§ Data provided
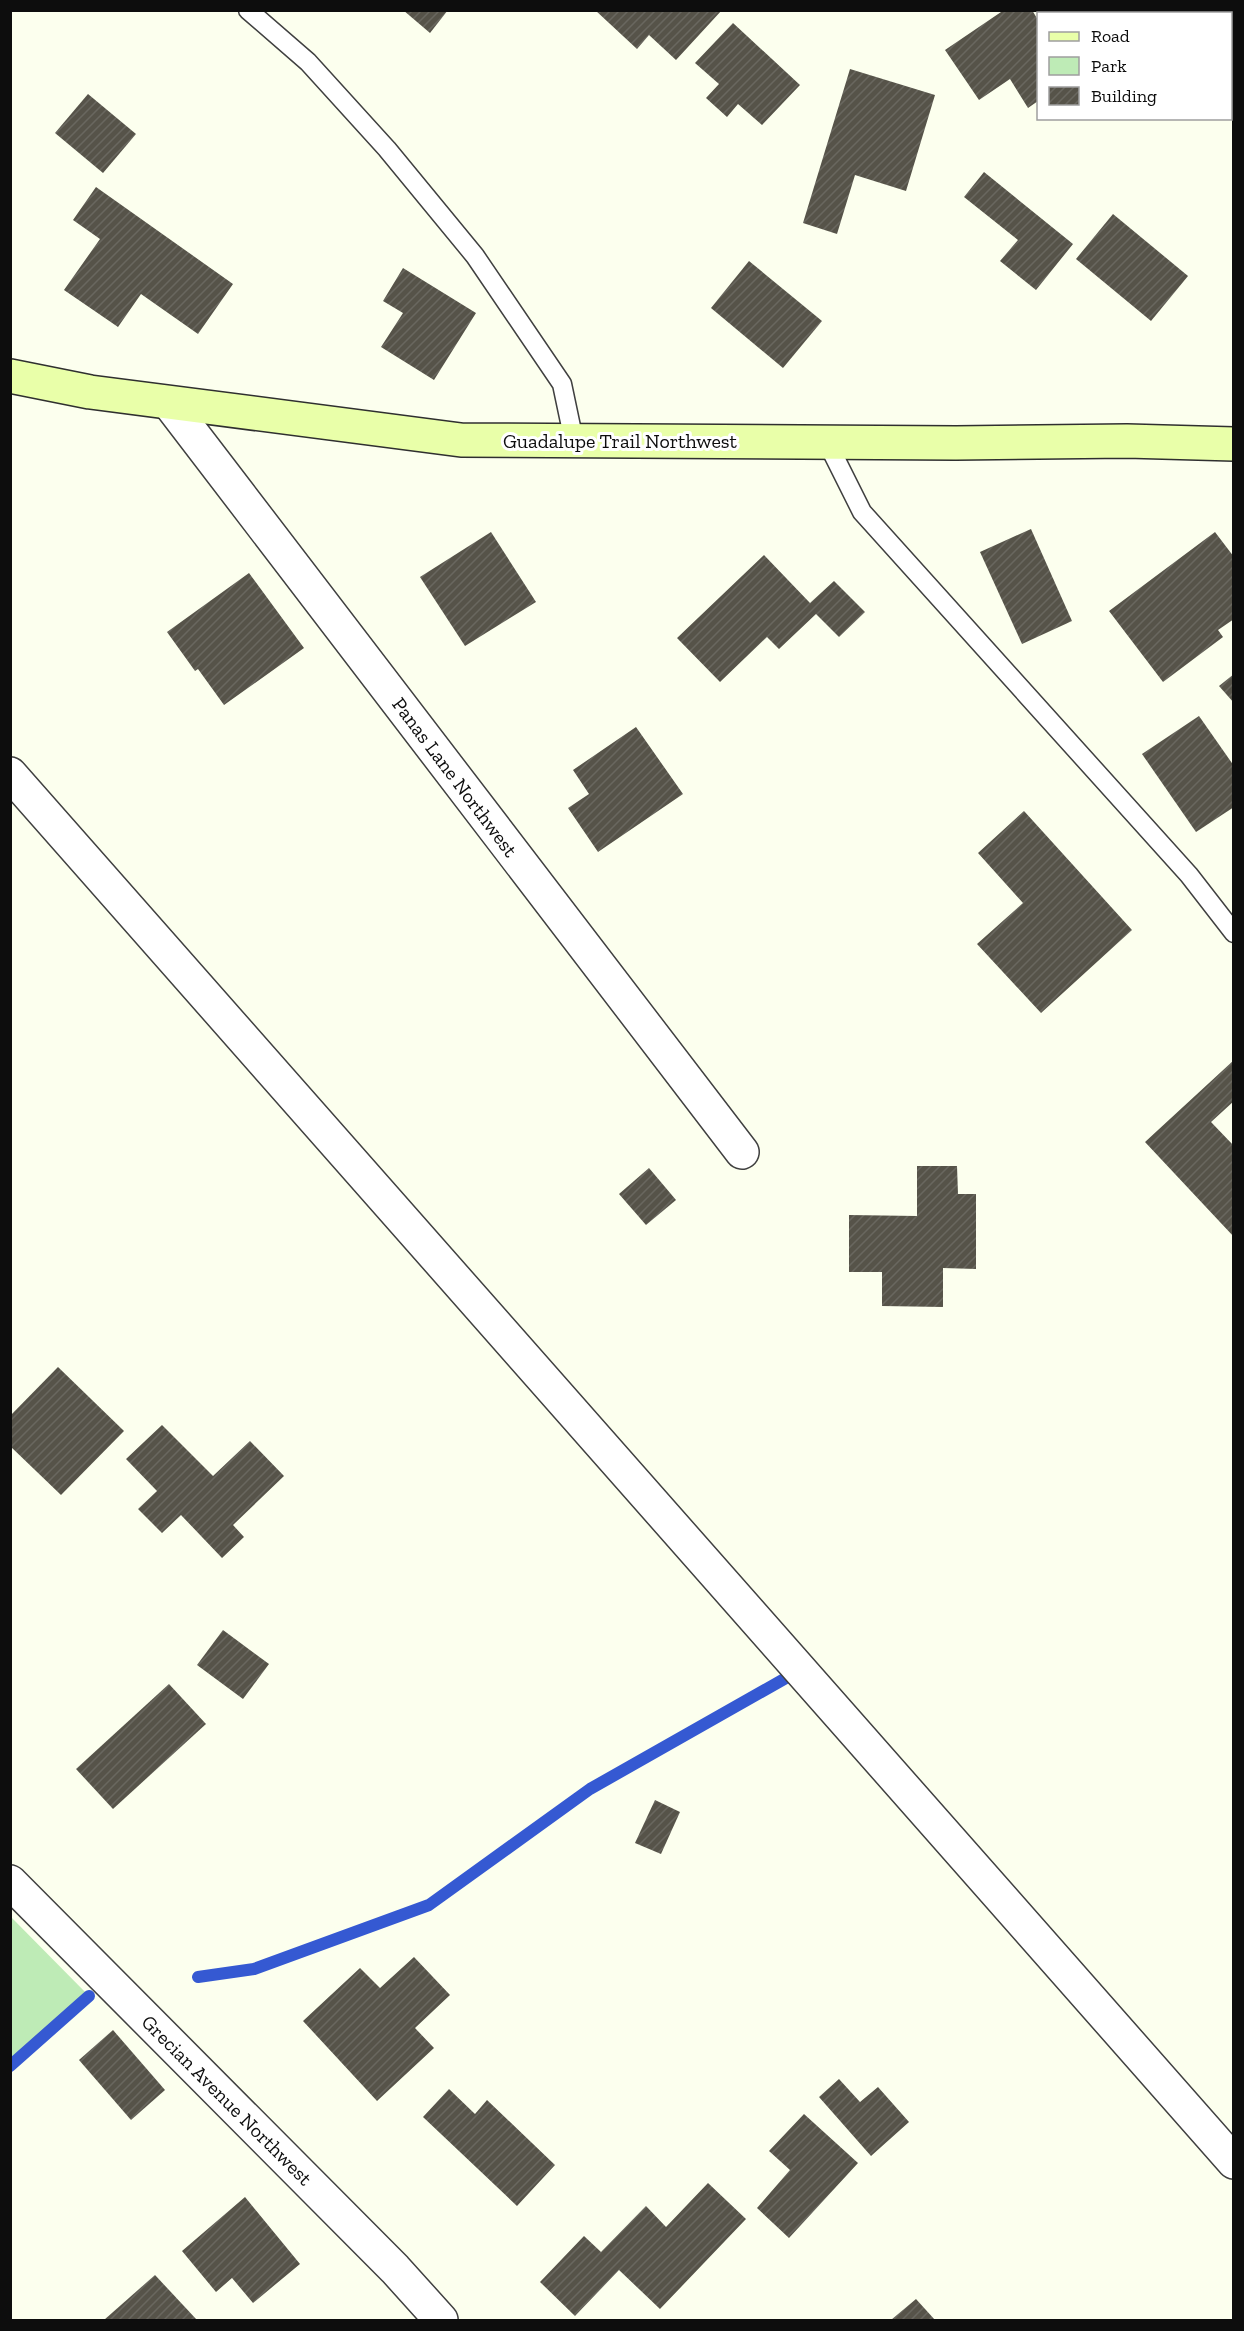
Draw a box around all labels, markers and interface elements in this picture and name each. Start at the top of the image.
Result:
legend [1037,12,1232,120]
text: Road [1091,25,1130,47]
text: Park [1091,55,1127,77]
text: Building [1091,85,1157,107]
street label: Guadalupe Trail Northwest [503,429,738,453]
street label: Panas Lane Northwest [387,693,523,862]
street label: Grecian Avenue Northwest [137,2010,318,2191]

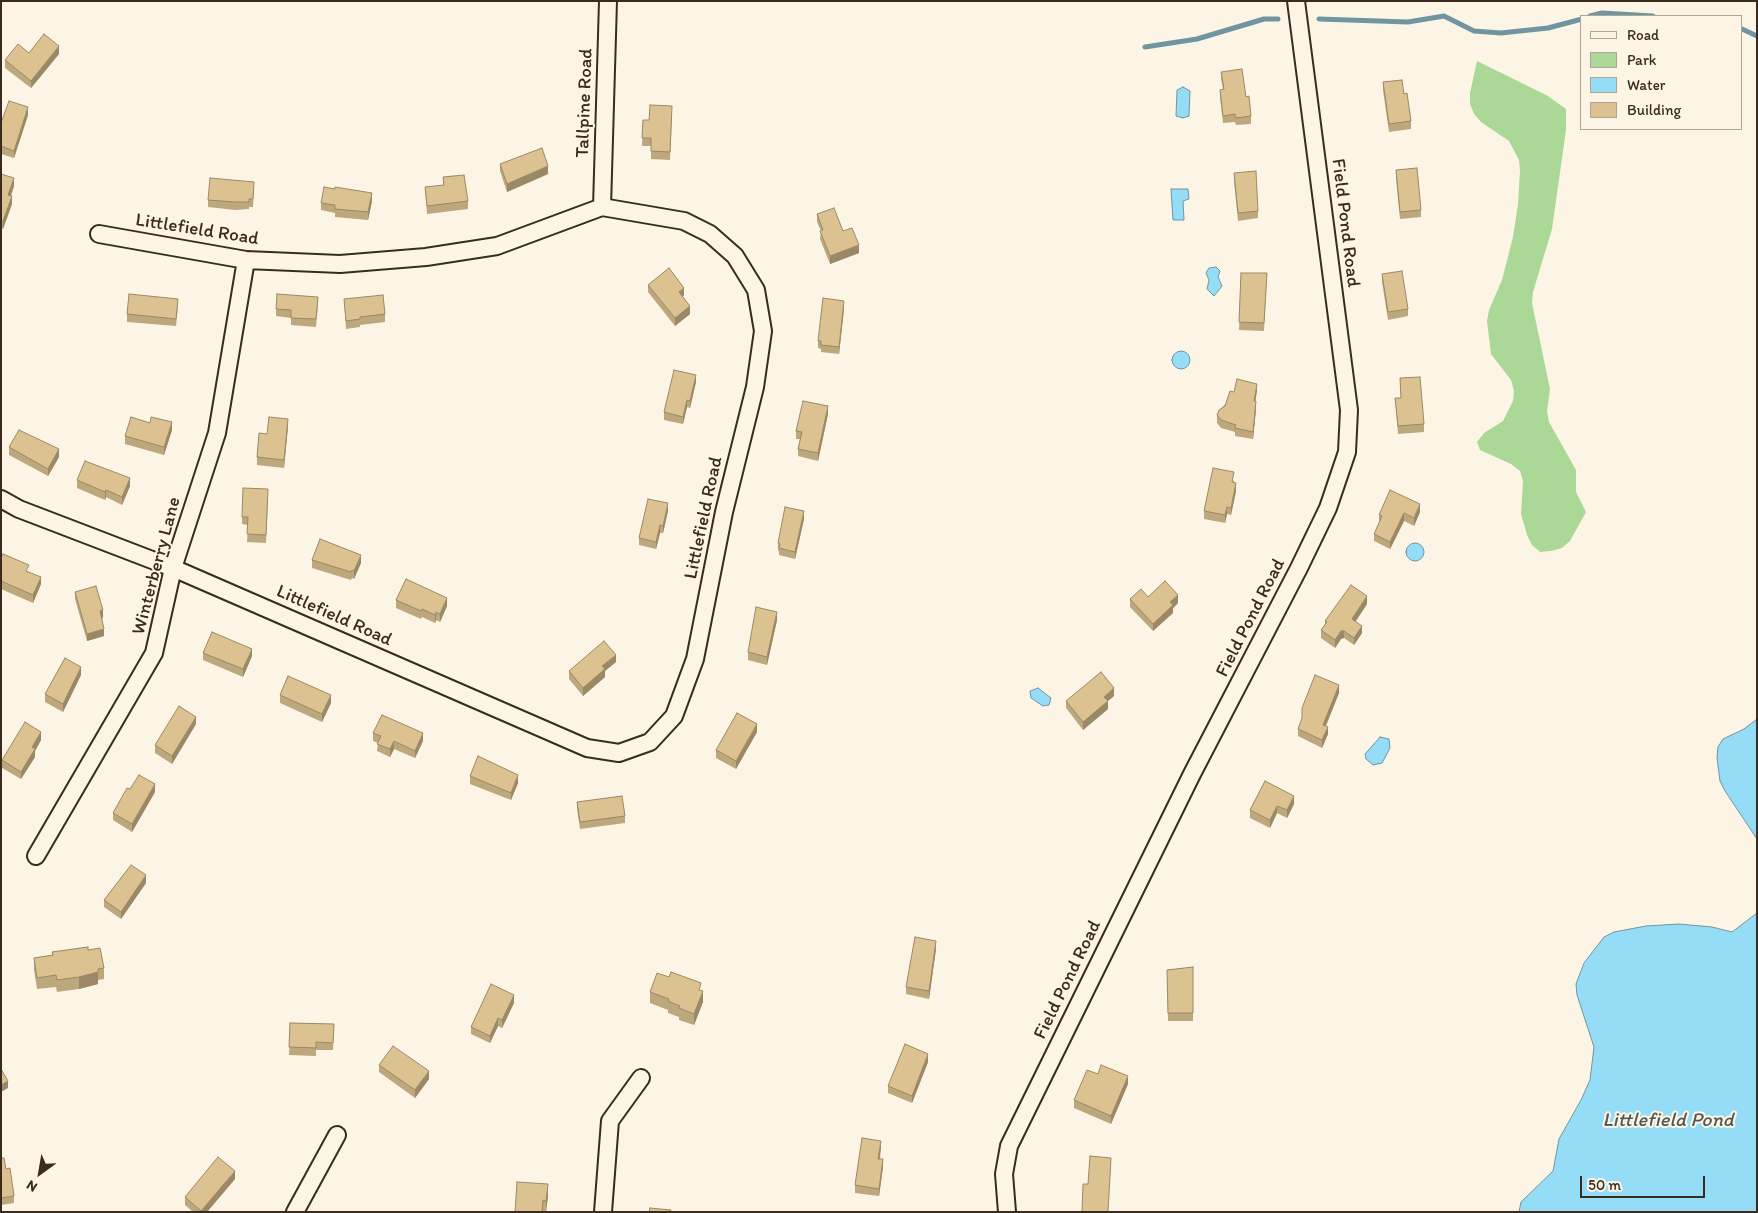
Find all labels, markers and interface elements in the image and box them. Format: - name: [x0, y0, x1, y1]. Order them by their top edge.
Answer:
- legend: [1580, 15, 1743, 130]
- text: Road: [1627, 26, 1659, 44]
- street label: Tallpine Road: [572, 48, 598, 158]
- text: Park: [1627, 51, 1657, 69]
- text: Water: [1627, 76, 1665, 94]
- text: Building: [1627, 101, 1681, 119]
- street label: Field Pond Road: [1326, 157, 1364, 289]
- street label: Littlefield Road: [134, 209, 260, 251]
- street label: Littlefield Road: [680, 455, 728, 581]
- street label: Winterberry Lane: [128, 495, 186, 637]
- street label: Field Pond Road: [1211, 555, 1291, 681]
- street label: Littlefield Road: [272, 580, 396, 652]
- street label: Field Pond Road: [1029, 917, 1107, 1043]
- water label: Littlefield Pond: [1602, 1109, 1734, 1133]
- north arrow: [15, 1148, 65, 1198]
- scale bar: [1583, 1166, 1708, 1198]
- text: N: [23, 1176, 40, 1196]
- text: 50 m: [1588, 1176, 1621, 1194]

§ Exercise
Would you please repeat, exactly as written, the lines from the one containing "Find all labels, markers" through the end of the listing above, including both, and only those?

§ Response area
Find all labels, markers and interface elements in the image and box them. Format: - name: [x0, y0, x1, y1]. Order them by their top edge.
Answer:
- legend: [1580, 15, 1743, 130]
- text: Road: [1627, 26, 1659, 44]
- street label: Tallpine Road: [572, 48, 598, 158]
- text: Park: [1627, 51, 1657, 69]
- text: Water: [1627, 76, 1665, 94]
- text: Building: [1627, 101, 1681, 119]
- street label: Field Pond Road: [1326, 157, 1364, 289]
- street label: Littlefield Road: [134, 209, 260, 251]
- street label: Littlefield Road: [680, 455, 728, 581]
- street label: Winterberry Lane: [128, 495, 186, 637]
- street label: Field Pond Road: [1211, 555, 1291, 681]
- street label: Littlefield Road: [272, 580, 396, 652]
- street label: Field Pond Road: [1029, 917, 1107, 1043]
- water label: Littlefield Pond: [1602, 1109, 1734, 1133]
- north arrow: [15, 1148, 65, 1198]
- scale bar: [1583, 1166, 1708, 1198]
- text: N: [23, 1176, 40, 1196]
- text: 50 m: [1588, 1176, 1621, 1194]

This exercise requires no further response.